Loveland Reporter-Herald

Why we keep underestim­ating the strength of this economy

- Email: crampell@washpost.com.

Job growth in February came in a lot higher than expected (311,000 jobs, compared with a forecast of about 223,000). If that phrasing sounds familiar, that’s because it happened the previous month, too. And the month before that. And the month before that.

In fact, for 11 consecutiv­e months now, hiring has beat consensus Wall Street forecasts. Which is pretty unusual. Look, forecastin­g is always hard, and numbers rarely come in exactly as predicted, but it’s surprising that month after month, the experts keep getting it wrong in the exact same direction. That is, they’re always too pessimisti­c.

To be clear, there was good reason to have expected, month after month, a slowdown in key economic indicators such as hiring. After all, the Federal Reserve has raised interest rates eight times in the past year with the explicit goal of cooling the hot economy, to get inflation back down to more normal levels. For months, economists and politician­s have warned these rate hikes might not just drag on the economic recovery — they might cause a recession.

Yet (thankfully), recession still hasn’t materializ­ed. Like Godot, it’s always just around the corner. Why, though, does almost everyone keep underestim­ating the strength of the economy? Or put another way, why has the economy remained so hot, despite all those rate hikes?

The answer isn’t that forecaster­s are a bunch of negative Nellies, or right-wing partisans downplayin­g the economy’s strength (to make President Joe Biden look bad, or whatever the conspiracy theory might be). Wall Street forecaster­s are definitely trying to predict the numbers correctly, so they can make money.

A few possible explanatio­ns: 1) Maybe something weird has been happening with the numbers, and our measuremen­ts are off.

I don’t mean that anyone is cooking the books. Rather, response rates to the government surveys used to calculate key economic metrics have plummeted. That might skew the numbers in ways that are hard to account for upfront, and lead to bigger revisions to data later on.

Or, maybe we’re not paying attention to the right numbers. For example, there have been recent problems in the banking sector, which might not be reflected yet in federal data on jobs or consumer spending. Other, “softer” measures of the economy, such as consumer sentiment, also look quite negative.

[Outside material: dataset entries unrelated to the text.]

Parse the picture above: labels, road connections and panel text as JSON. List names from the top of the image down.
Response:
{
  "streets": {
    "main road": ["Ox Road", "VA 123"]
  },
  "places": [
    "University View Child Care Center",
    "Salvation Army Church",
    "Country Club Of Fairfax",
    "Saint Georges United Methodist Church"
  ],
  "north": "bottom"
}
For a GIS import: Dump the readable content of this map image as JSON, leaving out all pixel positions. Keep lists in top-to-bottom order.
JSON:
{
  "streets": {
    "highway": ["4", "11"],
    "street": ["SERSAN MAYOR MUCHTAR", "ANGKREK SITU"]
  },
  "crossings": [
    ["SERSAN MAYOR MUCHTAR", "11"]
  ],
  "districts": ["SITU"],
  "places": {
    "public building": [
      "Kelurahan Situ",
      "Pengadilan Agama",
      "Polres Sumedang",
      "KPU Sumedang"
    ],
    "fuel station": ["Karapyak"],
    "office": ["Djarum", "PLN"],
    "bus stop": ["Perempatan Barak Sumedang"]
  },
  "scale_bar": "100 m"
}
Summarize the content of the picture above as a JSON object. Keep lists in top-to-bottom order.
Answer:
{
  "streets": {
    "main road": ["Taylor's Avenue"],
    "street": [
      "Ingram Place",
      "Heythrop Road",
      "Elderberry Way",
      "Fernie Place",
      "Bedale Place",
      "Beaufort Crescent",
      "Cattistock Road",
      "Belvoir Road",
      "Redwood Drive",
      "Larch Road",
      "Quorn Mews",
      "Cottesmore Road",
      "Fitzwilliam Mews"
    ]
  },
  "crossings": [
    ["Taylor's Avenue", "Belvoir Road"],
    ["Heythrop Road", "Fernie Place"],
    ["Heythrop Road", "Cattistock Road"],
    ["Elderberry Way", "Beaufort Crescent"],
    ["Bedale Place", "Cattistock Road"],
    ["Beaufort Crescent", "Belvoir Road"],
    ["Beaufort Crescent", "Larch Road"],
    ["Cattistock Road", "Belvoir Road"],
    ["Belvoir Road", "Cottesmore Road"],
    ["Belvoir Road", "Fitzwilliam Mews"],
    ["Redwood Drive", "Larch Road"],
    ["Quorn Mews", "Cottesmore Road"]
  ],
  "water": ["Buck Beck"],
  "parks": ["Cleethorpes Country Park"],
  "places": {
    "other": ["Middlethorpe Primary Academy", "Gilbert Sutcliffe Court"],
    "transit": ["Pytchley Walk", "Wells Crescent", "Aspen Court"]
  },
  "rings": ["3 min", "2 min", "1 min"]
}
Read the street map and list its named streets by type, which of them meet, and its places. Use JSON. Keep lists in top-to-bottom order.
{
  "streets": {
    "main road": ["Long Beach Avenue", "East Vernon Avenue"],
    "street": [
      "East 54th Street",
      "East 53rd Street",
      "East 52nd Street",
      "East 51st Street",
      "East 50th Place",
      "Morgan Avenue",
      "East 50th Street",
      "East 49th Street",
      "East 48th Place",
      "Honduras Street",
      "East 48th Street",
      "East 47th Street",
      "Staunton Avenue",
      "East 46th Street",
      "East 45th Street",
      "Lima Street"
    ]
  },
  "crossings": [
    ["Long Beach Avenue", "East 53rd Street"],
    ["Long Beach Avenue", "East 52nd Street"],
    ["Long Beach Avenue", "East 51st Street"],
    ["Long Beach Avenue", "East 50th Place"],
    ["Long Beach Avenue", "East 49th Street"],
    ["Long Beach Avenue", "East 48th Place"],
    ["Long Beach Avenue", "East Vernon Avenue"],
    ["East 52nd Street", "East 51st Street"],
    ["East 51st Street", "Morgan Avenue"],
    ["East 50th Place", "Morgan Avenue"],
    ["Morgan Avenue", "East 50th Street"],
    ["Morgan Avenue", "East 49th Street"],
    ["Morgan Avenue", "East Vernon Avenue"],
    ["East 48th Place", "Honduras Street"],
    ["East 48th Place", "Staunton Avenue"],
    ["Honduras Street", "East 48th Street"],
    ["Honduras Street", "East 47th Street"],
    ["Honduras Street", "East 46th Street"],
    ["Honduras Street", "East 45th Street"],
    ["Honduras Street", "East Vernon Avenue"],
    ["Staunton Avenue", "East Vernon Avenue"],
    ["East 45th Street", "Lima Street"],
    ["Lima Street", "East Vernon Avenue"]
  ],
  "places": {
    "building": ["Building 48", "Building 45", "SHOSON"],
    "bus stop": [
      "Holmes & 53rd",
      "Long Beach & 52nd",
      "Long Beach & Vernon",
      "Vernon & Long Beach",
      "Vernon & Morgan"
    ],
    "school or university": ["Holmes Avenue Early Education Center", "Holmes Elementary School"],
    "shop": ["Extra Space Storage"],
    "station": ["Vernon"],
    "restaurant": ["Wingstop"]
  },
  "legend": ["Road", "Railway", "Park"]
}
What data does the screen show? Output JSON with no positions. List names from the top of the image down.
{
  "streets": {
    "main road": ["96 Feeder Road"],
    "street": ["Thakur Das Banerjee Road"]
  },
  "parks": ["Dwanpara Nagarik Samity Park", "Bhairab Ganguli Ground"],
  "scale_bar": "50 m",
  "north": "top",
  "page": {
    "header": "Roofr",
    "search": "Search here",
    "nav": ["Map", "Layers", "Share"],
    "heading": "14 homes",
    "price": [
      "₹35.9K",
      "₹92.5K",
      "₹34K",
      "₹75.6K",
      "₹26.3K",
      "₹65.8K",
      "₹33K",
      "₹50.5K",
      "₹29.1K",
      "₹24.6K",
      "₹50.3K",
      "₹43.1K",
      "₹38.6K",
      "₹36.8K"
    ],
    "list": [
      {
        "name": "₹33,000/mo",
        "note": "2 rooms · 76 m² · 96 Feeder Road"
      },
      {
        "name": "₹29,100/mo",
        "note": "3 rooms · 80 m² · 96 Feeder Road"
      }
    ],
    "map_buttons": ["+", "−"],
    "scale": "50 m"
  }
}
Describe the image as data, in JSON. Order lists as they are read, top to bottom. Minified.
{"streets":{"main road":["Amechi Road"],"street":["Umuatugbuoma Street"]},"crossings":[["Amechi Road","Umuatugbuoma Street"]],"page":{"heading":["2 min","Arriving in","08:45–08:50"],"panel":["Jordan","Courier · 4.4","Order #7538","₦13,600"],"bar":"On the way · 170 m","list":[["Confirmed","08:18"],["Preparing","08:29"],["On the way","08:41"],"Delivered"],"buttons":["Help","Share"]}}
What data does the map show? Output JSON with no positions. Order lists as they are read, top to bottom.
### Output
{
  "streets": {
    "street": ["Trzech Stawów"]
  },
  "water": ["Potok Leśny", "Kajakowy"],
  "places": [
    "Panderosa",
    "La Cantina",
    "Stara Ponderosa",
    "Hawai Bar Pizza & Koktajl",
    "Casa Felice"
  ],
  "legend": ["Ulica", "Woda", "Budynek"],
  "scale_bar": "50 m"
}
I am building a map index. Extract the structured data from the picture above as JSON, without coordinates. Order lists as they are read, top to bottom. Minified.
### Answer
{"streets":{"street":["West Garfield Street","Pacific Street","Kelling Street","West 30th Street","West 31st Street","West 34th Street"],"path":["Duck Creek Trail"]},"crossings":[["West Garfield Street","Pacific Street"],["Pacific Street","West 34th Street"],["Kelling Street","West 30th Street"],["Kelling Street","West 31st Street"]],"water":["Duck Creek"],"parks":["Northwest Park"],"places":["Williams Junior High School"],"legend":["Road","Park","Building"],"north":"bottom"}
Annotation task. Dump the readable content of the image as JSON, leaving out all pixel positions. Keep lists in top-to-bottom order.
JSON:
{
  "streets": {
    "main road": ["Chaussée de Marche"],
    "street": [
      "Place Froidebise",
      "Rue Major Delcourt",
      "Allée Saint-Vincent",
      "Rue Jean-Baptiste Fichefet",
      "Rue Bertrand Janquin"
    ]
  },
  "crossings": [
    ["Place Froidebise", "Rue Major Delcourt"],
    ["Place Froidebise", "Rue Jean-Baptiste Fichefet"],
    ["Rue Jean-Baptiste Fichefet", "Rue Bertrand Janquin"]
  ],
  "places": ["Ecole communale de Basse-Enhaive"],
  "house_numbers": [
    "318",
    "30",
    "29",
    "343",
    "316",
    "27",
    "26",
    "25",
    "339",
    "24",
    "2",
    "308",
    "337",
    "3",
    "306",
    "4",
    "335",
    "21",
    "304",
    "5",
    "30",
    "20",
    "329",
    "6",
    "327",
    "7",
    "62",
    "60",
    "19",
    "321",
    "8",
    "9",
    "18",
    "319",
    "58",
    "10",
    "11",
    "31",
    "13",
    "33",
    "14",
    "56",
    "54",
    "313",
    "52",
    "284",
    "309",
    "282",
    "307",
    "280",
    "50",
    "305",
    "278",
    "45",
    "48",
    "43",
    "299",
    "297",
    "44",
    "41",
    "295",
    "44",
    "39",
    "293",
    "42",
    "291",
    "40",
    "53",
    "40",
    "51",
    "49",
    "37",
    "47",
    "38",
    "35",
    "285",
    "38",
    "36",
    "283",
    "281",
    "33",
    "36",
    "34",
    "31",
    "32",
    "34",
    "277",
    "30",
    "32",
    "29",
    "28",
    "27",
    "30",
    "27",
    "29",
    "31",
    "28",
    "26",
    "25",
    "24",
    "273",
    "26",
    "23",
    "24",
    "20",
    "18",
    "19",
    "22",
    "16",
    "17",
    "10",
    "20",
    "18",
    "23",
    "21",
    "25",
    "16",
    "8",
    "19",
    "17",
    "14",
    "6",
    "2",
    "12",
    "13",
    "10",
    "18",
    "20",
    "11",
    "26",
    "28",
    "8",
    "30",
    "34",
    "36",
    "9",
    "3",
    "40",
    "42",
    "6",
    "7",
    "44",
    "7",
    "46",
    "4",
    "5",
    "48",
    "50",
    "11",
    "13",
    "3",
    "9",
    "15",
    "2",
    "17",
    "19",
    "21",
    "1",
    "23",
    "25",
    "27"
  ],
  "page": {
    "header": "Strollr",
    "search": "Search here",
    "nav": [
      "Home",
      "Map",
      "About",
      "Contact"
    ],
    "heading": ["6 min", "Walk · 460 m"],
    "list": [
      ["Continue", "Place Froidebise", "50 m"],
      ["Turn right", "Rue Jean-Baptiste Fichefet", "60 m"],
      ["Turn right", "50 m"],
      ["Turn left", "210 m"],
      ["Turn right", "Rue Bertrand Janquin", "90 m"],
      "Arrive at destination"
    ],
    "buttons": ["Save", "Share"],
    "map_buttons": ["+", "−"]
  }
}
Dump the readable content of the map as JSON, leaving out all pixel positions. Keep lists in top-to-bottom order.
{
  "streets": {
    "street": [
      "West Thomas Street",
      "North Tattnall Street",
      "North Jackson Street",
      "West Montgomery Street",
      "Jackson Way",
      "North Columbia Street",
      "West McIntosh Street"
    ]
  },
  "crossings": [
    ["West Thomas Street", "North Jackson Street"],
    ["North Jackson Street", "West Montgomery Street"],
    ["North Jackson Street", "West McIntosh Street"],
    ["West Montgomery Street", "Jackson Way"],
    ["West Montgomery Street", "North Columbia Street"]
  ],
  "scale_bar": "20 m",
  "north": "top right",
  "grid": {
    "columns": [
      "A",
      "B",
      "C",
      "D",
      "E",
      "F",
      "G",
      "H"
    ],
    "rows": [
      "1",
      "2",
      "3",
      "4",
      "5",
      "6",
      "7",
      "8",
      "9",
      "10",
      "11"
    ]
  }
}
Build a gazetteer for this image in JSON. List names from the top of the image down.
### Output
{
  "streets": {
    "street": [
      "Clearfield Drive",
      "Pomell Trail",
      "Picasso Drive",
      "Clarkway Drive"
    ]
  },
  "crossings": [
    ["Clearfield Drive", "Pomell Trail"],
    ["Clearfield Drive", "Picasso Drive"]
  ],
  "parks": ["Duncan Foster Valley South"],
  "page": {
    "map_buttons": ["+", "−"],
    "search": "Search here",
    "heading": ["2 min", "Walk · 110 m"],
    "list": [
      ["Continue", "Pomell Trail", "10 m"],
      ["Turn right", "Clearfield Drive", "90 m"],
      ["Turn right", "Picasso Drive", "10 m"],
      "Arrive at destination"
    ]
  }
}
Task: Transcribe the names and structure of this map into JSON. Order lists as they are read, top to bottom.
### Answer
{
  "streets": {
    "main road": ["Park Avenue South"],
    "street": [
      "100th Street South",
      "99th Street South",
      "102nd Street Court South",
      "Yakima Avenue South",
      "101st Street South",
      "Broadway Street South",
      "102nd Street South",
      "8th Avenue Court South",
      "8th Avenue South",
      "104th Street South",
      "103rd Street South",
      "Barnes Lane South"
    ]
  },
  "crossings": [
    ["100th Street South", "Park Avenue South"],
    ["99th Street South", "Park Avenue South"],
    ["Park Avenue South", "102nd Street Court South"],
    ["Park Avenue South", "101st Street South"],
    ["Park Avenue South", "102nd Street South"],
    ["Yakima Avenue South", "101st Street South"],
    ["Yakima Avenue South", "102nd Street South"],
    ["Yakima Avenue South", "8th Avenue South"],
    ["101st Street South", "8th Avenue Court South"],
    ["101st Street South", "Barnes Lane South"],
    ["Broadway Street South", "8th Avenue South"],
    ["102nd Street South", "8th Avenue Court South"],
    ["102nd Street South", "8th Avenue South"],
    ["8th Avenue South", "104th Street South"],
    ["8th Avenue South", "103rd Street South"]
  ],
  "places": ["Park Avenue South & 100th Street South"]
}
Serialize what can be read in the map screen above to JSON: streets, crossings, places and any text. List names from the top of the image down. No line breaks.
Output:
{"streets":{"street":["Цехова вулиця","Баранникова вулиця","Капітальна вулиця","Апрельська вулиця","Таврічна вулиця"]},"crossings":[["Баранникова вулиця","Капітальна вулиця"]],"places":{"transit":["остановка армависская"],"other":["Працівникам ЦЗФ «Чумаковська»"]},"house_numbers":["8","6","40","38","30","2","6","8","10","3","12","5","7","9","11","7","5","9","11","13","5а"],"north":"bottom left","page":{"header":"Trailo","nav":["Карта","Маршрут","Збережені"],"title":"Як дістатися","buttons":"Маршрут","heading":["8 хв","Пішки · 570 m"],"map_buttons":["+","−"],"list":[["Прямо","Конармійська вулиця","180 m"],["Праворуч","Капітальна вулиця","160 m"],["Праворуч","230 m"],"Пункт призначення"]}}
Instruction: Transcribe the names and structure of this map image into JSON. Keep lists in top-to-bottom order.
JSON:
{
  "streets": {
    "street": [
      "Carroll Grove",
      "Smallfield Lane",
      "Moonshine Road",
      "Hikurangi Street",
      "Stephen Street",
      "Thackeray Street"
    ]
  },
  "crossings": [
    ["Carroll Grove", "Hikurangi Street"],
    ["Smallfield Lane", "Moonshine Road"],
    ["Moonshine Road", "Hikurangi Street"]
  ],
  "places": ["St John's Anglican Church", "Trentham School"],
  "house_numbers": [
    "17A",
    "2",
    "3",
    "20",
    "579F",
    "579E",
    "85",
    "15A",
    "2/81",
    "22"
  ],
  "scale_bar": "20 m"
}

2) Maybe monetary policy operates with longer lags than expected, and we’ll see the effects of those interest rate hikes a little further on. The housing market, among the most interestra­te-sensitive sectors of the economy, has already been declining; perhaps other sectors will follow. (Though, curiously, constructi­on firms continue to add workers, another puzzle I’ll get to in a moment.)

3) We don’t know what the economy would have looked like in the absence of all those Fed rate hikes. Maybe things would have been booming even more. So perhaps the Fed has already been slowing things down quite a bit — it’s just not terribly obvious because we’re comparing current conditions to the wrong alternativ­e scenario (“counterfac­tual,” in geekspeak).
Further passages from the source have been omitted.